▶ _Excerpted data_:

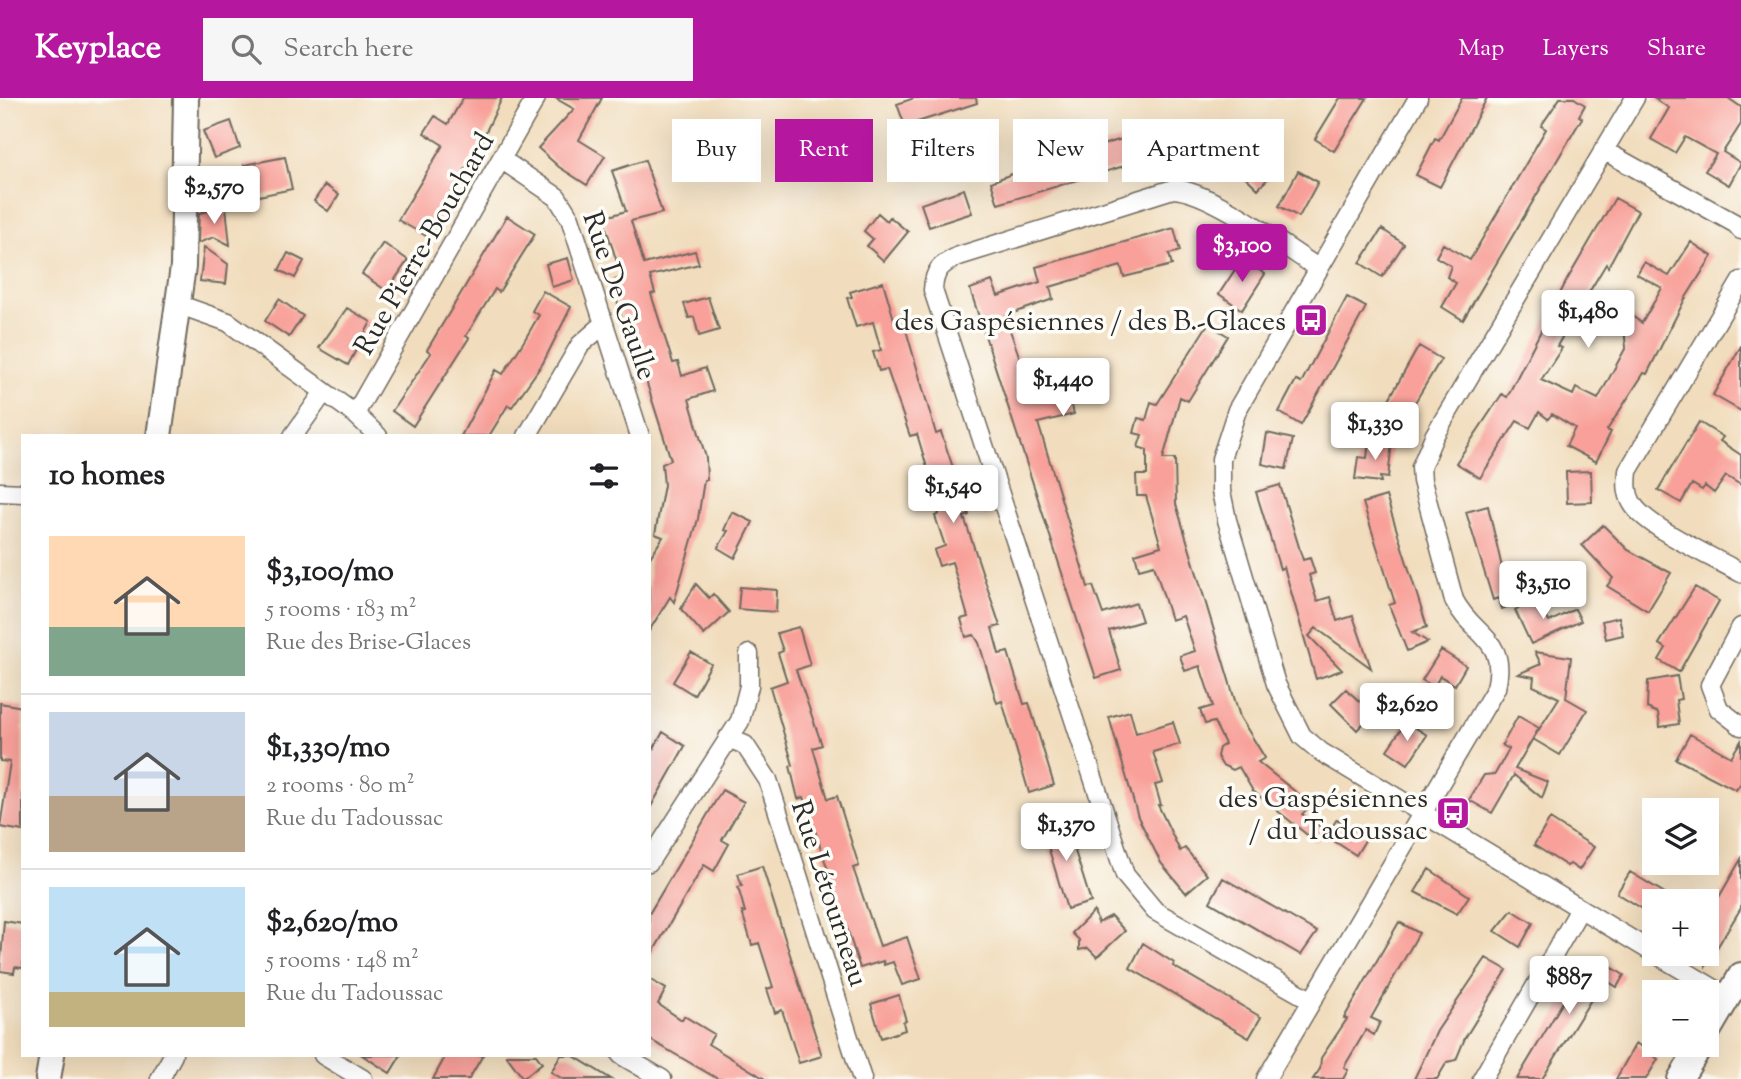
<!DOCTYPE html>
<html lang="en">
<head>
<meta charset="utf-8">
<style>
	body { margin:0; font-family:"Sorts Mill Goudy",serif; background:#f6f6f6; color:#202124; height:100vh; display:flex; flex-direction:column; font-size:26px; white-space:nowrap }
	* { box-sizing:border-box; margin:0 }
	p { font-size:23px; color:#757577 }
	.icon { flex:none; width:38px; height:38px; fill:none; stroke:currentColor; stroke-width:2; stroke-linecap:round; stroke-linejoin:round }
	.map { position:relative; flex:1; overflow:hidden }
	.panel { position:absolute; left:21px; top:336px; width:630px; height:623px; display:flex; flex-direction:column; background:#fff; border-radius:0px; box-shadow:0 7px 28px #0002 }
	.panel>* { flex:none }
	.banner { position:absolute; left:672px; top:21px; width:665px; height:63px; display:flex; gap:14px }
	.tools { position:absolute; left:1642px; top:700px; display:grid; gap:14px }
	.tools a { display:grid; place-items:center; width:77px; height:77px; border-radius:0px; background:#fff; box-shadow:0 7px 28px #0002; font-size:35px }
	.price { position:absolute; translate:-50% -60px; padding:0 16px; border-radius:7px; background:#fff; color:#222; font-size:23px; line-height:46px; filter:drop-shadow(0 2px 4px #0008) }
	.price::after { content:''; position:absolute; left:50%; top:42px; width:21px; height:16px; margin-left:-10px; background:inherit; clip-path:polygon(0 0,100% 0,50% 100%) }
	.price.selected { background:#b5179e; color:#fff }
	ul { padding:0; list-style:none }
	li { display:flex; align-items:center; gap:21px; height:175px; padding:0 28px }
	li+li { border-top:2px solid #e0e0e0 }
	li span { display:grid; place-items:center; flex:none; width:196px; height:140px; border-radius:0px; color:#555 }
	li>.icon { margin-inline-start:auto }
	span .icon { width:84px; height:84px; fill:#fffc; stroke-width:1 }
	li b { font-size:30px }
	h2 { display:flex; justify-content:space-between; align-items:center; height:84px; padding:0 28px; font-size:30px }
	.tag { padding:0 24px; border-radius:0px; background:#fff; box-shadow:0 7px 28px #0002; font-size:24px; line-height:63px }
	.tag.selected { background:#b5179e; color:#fff }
	header { display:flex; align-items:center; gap:42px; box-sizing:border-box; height:98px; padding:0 35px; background:#b5179e; color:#fff }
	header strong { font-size:33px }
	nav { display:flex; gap:38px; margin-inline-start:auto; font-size:24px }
	.search { width:490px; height:63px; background:#f6f6f6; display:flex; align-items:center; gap:18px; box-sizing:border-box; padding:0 24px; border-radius:0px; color:#757577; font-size:26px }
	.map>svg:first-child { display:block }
	.building { fill:#f8a099 }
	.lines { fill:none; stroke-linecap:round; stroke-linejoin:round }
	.street-casing { stroke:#70695e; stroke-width:21 }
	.secondary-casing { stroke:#70695e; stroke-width:28 }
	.street { stroke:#fff; stroke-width:18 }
	.secondary { stroke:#fff; stroke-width:24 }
	.labels { text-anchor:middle; stroke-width:7; stroke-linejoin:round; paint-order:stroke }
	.street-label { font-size:28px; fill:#2b2b2b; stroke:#fdfcf7 }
	.poi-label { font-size:28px; fill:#2b2b2b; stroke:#fdfcf7; text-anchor:end }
</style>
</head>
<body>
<header>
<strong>Keyplace</strong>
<div class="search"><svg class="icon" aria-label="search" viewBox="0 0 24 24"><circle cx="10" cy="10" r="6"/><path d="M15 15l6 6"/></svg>Search here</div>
<nav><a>Map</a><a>Layers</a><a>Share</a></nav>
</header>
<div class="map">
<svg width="1741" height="981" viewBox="0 0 1741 981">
	<rect width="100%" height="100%" fill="#fdfcf7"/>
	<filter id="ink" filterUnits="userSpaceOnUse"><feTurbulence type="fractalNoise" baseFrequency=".0143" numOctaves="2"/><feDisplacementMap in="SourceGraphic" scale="14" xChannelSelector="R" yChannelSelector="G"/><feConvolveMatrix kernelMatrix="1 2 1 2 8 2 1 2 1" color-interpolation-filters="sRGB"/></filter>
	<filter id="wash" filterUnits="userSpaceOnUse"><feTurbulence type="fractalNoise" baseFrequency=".00686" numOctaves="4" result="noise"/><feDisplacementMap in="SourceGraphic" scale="28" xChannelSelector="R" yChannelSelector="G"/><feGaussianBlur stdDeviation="1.57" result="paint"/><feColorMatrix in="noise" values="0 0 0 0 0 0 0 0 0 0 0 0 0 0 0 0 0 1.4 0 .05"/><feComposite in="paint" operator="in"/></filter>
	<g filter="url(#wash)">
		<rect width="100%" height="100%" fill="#f1ddbd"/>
		<g id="blocks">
			<path class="building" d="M463 0H502L480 46 426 138 398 122 443 47 424 35 435 18 448 26Z
				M555 0H602L579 42 605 58 587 87 559 69 538 50 574 11Z
				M914 0H976L977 5 905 28 897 6Z
				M1340 0H1367L1334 53 1315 41Z
				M1462 0H1487L1440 89 1416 77 1435 40 1439 42Z
				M1560 0H1574L1585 7 1579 18 1582 20 1463 222 1442 209 1456 185 1447 179 1451 168 1436 159 1443 146 1470 162 1546 31 1541 28Z
				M1653 0H1728L1741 9V26L1723 54 1741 65 1729 87 1705 73 1716 56 1685 39 1675 55 1651 41 1669 10Z
				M231 23 240 50 214 60 203 33Z
				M1167 27 1168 35 1197 33 1198 29 1232 42 1222 68 1178 51 1179 61 1134 65 998 106 991 84 1032 68 1139 36 1138 33 1150 32V29Z
				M1249 54 1272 76 1258 91 1235 69Z
				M285 59 292 91 245 101 241 83 248 82 244 67Z
				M645 62 662 115 631 123 644 166 695 153 699 166 650 178 655 195 651 196 673 265 678 264 682 278 705 270 713 293 689 301 706 360 707 382H704L698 421 674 504 670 499 649 533V461L663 439 655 436 664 387 662 366 671 362 641 267 635 268 629 247 614 191 618 190 615 182 622 180 603 120 626 113 612 73Z
				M1298 73 1318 84 1299 119 1279 108Z
				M325 87 339 97 328 113 314 103Z
				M964 91 972 115 929 129 921 106Z
				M1615 100 1638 113 1608 169 1606 166 1585 201 1612 216 1605 228 1577 213 1557 248 1562 250 1541 282 1573 297 1576 290 1598 301 1626 249 1622 211 1642 225 1662 190 1637 176 1644 164 1669 178 1691 144 1712 158 1685 201 1647 276 1644 275 1607 332 1611 334 1596 364 1566 348 1575 330 1552 316 1548 321 1539 314 1530 330 1517 323 1480 380 1456 365 1502 296 1507 299 1567 182Z
				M226 109 230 147 214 139 198 145 199 115Z
				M878 115 887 123 890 119 908 134 884 163 867 148 873 141 864 133Z
				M507 118 535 136 499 194 495 191 466 238 469 240 413 328 392 313 431 255 427 252Z
				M1174 130 1180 153 1169 156 1172 167 1124 179 1121 168 1050 189 1053 201 1005 218 1024 272 1021 273 1030 304 1068 294 1074 316 1038 325 1088 489 1093 488 1103 516 1136 505 1142 523 1109 533 1121 572 1096 580 970 191 992 183 998 198 1040 184 1036 169Z
				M1382 131 1404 146 1382 179 1360 165Z
				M383 145 408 162 387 193 362 176Z
				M204 149 228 166 226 186 200 183Z
				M288 155 304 163 295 180 279 172Z
				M568 160 574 182 552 189 546 166Z
				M1242 161 1265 176 1242 212 1219 196Z
				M883 184 896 228 904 225 936 336 941 334 969 417 964 419 1000 528 992 530 999 556 1008 554 1024 606 1029 605 1054 687 1029 695 1002 603 997 605 979 545 974 537 966 539 961 521 968 519 952 464 939 468 934 452 945 448 935 418 939 416 935 396 917 336 910 338 887 271 879 273 873 254 881 252 873 224 856 229 847 200 852 199 850 194Z
				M543 193 571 209 543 265 512 309 508 307 489 338H461L496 272 503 276 524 243 539 217 532 213Z
				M708 199 719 232 699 238 694 219 689 220 684 206Z
				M1347 199 1366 209 1301 327 1279 314 1296 282 1301 285Z
				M279 201 303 218 289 239 265 223Z
				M347 210 371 224 348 267 319 250Z
				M1208 226 1228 238 1188 303 1180 299 1163 361H1175L1176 406 1240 619 1265 660 1258 664 1302 699 1297 705 1306 712 1302 716 1325 732 1316 744 1253 693 1239 669 1233 672 1222 667 1217 658 1219 650 1225 646 1214 624 1205 626 1200 612 1213 608 1200 568 1185 573 1180 558 1195 553 1183 518 1171 522 1154 467 1139 471 1135 456 1161 448 1146 398H1137L1136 377H1147V352L1138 349 1142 337 1134 335 1138 320 1146 322 1151 304 1157 306Z
				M1419 248 1441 261 1399 331 1379 319Z
				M1741 248V313L1713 297Z
				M1699 324 1723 339 1720 343 1741 357V387L1726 378 1714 395 1705 388 1702 392 1692 386 1681 405 1658 392Z
				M1267 335 1293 341 1286 371 1262 366Z
				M1369 342 1392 344 1388 380 1380 379 1381 384 1355 381 1358 359 1367 360Z
				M1591 373 1592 404 1567 405 1566 374Z
				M1280 387 1303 462 1310 460 1315 475 1309 477 1317 503 1330 499 1337 523 1353 518 1371 570 1316 530 1309 538 1342 572 1316 581 1284 469 1280 471 1256 394Z
				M1386 398 1427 529 1412 534 1428 544 1407 553 1389 507 1395 505 1363 405Z
				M1488 408 1503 474 1504 466 1518 505 1502 511 1498 500 1493 502 1466 414Z
				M732 414 753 424 735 460 718 450 728 433 724 432Z
				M1603 427 1628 452 1671 475 1648 513 1607 488 1613 480 1582 447Z
				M696 486 709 500 713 496 729 514 704 537 681 511Z
				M740 489 777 492 776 514 738 511Z
				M1695 489 1719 503 1679 574 1659 562 1666 550 1659 546Z
				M1538 501 1549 524 1575 511 1581 523 1531 546 1515 512Z
				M1619 519 1623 537 1606 541 1602 523Z
				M799 529 810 567 796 572 822 647 813 650 828 701 837 698 859 768 853 770 880 848 907 839 921 881 902 887 893 864 884 867 883 863 860 870 804 699 798 701 790 668 793 667 770 589 787 583 778 555 783 553 777 535Z
				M1441 552 1466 568 1455 587 1440 578 1434 589 1422 582Z
				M691 554 711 566 694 597 673 584Z
				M1535 554 1571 559 1566 600 1587 612 1560 657 1533 641 1559 600 1533 588 1534 579 1518 576 1541 566Z
				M1677 578 1681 601 1676 602 1679 626 1660 629 1658 615 1647 610 1648 583Z
				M1346 591 1360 604 1368 597 1379 609 1357 632 1331 606Z
				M0 605 23 609V733L0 729 10 664 0 663Z
				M1130 613 1136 635 1173 624 1180 646 1153 654 1163 685 1155 687 1161 707H1158L1180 753 1185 750 1207 777 1186 795 1161 765 1138 719 1109 619Z
				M1518 618 1539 630 1515 671 1548 684 1542 700 1514 677 1492 715 1469 702 1484 677 1495 676 1509 651 1502 647Z
				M1406 624 1427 637 1408 666 1387 652Z
				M663 634 685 648 649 712V659Z
				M1690 636 1731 659 1741 643V685L1736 692 1676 661Z
				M722 692 744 704 722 742 729 746 714 773 704 767 649 861V816Z
				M1063 718 1077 752 1075 753 1091 804 1067 811 1041 725Z
				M1337 721 1367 739 1356 757 1326 738Z
				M1550 721 1594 749 1579 772 1570 766 1567 768 1534 747Z
				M1741 761V810L1706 868V811L1711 813Z
				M762 768 822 958 799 965 782 912 775 915 767 891 773 889 759 845 752 847 742 814H745L738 789 742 788 738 776Z
				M1429 771 1469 798 1457 816 1415 794Z
				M1630 774 1678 803H1654V818L1617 795Z
				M1223 780 1317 834 1301 857 1210 804Z
				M1512 812 1533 825 1520 849 1495 833Z
				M1094 813 1098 825 1111 818 1125 833 1097 859 1088 850 1079 852V842L1072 835Z
				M4 823 23 826V870L15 869 14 875 0 873Z
				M1399 824 1419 835 1371 920 1380 924 1374 937 1366 932 1344 969 1348 972 1343 981H1313L1320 971 1321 960 1347 921 1344 920Z
				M1143 845 1174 865 1173 868 1261 919 1249 940 1130 870Z
				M1486 860 1507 872 1465 940 1456 962 1447 964 1437 981H1414L1437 933Z
				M1598 861 1624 877 1617 889 1609 884 1602 895 1597 892 1542 981H1517L1585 867Z
				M649 881 666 891 658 906 682 922 684 918 714 936 708 946 765 981H718L649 941Z
				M899 897 906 923 903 924 905 932 881 940 871 906Z
				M1636 945 1658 961 1646 981H1616Z
				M362 957H401L390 975Z
				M446 957H483L469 981H433Z
				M506 957H536L542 965 523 980Z
				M561 957H572L611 981H563L551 974Z"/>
		</g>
	</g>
	<g filter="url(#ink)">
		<use href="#blocks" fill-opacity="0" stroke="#70695e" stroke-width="2"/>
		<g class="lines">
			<g class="street-casing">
				<path id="street" d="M1418 0 1237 312 1221 361V393L1227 422 1276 586 1302 638 1321 654 1654 855
					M1603 52 1736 126 1741 132
					M501 61 557 99 570 120 640 338
					M1741 183 1628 373C1627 384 1626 394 1632 405 1645 429 1715 460 1741 475
					M180 207 228 224 355 316 378 338
					M355 316 536 0
					M293 338 324 294
					M527 338 580 247 604 226
					M0 394 23 395
					M1741 529 1710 587 1719 611 1741 628
					M728 640 745 647 768 682 862 981
					M649 764 740 623 749 588V556
					M1656 856 1728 899
					M1311 902 1155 813 1125 777 933 192C934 172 941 166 959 158L1173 91C1212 93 1283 148 1318 170
					M323 957 363 981
					M621 957 662 981
					M160 981 173 957
					M1266 981 1496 590C1508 540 1473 539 1454 502L1422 383 1421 369 1434 338 1635 0
					M1482 981 1580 811"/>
			</g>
			<g class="secondary-casing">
				<path id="secondary" d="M159 338 183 169 186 0
					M1706 937 1741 877
					M48 981 52 957
					M1680 981 1701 947"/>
			</g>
			<use href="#street" class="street"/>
			<use href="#secondary" class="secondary"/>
		</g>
	</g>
	<defs>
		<g id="bus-square" transform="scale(1.75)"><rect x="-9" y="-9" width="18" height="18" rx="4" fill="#b5179e" stroke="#fdfcf7"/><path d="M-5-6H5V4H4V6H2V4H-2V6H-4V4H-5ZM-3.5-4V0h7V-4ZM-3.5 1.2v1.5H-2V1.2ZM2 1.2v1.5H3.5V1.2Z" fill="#fff"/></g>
	</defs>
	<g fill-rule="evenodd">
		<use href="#bus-square" x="1311" y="222"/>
		<use href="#bus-square" x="1453" y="715"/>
	</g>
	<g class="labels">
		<g class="street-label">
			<text transform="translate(423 145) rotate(-60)" y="10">Rue Pierre-Bouchard</text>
			<text transform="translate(621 197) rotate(71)" y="10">Rue De Gaulle</text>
			<text transform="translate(831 795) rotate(72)" y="10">Rue Létourneau</text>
		</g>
		<g class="poi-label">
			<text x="1286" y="232">des Gaspésiennes / des B.-Glaces</text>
			<text x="1428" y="709">des Gaspésiennes<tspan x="1428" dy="32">/ du Tadoussac</tspan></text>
		</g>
	</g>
</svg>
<div class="tools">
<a><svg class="icon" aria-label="layers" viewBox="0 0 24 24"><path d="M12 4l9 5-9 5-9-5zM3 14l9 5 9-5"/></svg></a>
<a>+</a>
<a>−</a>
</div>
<b class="price" style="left:214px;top:128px">$2,570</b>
<b class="price selected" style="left:1242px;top:186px">$3,100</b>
<b class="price" style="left:1588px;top:252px">$1,480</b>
<b class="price" style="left:1063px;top:320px">$1,440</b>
<b class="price" style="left:1375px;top:364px">$1,330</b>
<b class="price" style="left:953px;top:427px">$1,540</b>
<b class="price" style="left:1543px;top:523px">$3,510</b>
<b class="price" style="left:1407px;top:645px">$2,620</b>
<b class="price" style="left:1066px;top:765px">$1,370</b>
<b class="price" style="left:1569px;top:918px">$887</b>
<div class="banner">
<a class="tag">Buy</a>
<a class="tag selected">Rent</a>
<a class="tag">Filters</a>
<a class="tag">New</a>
<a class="tag">Apartment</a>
</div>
<section class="panel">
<h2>10 homes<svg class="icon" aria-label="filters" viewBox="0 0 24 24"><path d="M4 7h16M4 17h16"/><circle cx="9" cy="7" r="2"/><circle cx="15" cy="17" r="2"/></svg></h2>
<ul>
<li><span style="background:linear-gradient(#ffd9b3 65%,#7fa58c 0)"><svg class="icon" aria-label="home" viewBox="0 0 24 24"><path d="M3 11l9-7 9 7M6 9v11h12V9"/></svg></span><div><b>$3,100/mo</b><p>5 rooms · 183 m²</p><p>Rue des Brise-Glaces</p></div></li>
<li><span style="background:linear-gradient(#c9d6e8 60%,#b9a48a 0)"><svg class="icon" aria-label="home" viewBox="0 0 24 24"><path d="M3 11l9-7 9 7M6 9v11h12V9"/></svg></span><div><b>$1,330/mo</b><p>2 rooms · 80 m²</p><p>Rue du Tadoussac</p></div></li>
<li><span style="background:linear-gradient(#bfe0f5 75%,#c2b280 0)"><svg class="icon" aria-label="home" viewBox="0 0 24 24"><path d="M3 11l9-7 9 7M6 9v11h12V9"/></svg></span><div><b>$2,620/mo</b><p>5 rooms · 148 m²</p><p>Rue du Tadoussac</p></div></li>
</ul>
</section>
</div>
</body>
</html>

▶ _What is needed_: Begin at the first line of the entries above and return each line exactly, stopping after the line that contains "background:#f6f6f6; color:#202124; height:100vh;". Pictures do not belong in the copy.

▶ _Finished exercise_:
<!DOCTYPE html>
<html lang="en">
<head>
<meta charset="utf-8">
<style>
	body { margin:0; font-family:"Sorts Mill Goudy",serif; background:#f6f6f6; color:#202124; height:100vh; display:flex; flex-direction:column; font-size:26px; white-space:nowrap }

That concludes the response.